• _GIVEN MATERIAL_
□ □ □ □ □
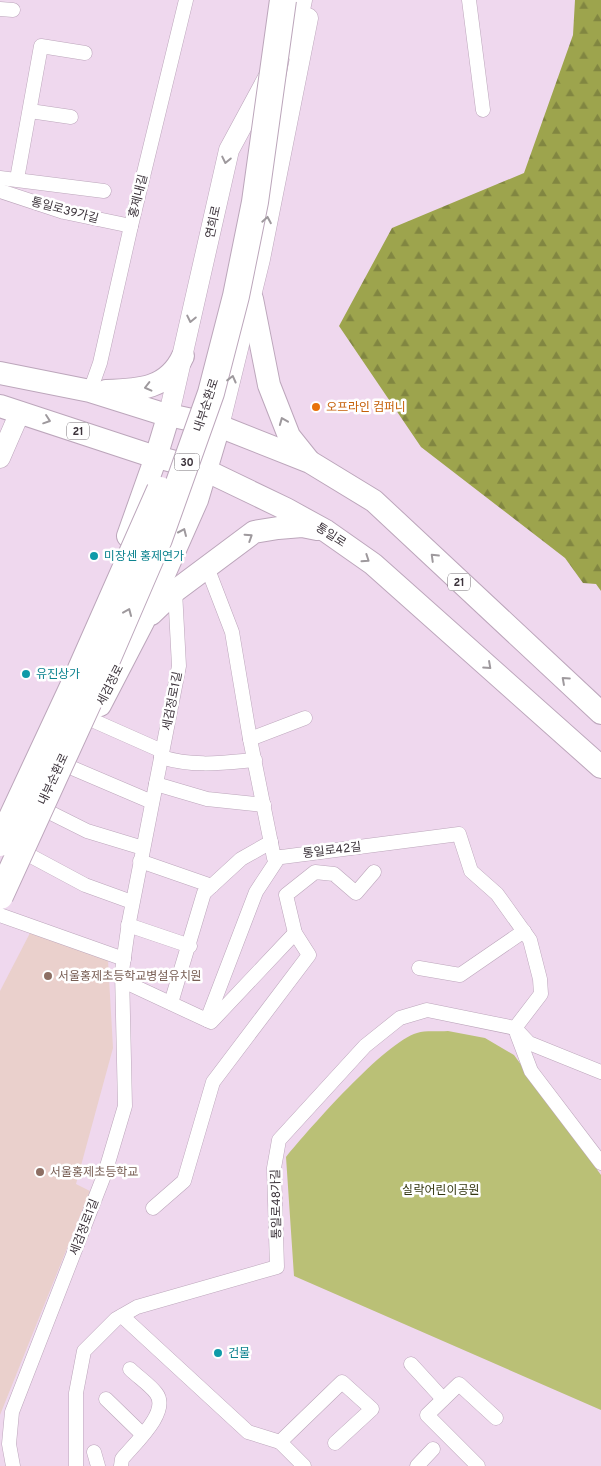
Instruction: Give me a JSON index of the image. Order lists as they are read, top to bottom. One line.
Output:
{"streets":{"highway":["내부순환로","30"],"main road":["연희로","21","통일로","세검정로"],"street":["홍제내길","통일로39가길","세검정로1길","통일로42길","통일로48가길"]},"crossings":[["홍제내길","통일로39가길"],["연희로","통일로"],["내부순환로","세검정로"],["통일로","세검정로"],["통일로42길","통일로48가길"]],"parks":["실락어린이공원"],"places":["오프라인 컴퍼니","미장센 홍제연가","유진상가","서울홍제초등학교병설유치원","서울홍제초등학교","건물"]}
□ □ □ □ □
Return the lines above exactly; the images are not part of the copy.

• _WRITTEN ANSWER_
Instruction: Give me a JSON index of the image. Order lists as they are read, top to bottom. One line.
Output:
{"streets":{"highway":["내부순환로","30"],"main road":["연희로","21","통일로","세검정로"],"street":["홍제내길","통일로39가길","세검정로1길","통일로42길","통일로48가길"]},"crossings":[["홍제내길","통일로39가길"],["연희로","통일로"],["내부순환로","세검정로"],["통일로","세검정로"],["통일로42길","통일로48가길"]],"parks":["실락어린이공원"],"places":["오프라인 컴퍼니","미장센 홍제연가","유진상가","서울홍제초등학교병설유치원","서울홍제초등학교","건물"]}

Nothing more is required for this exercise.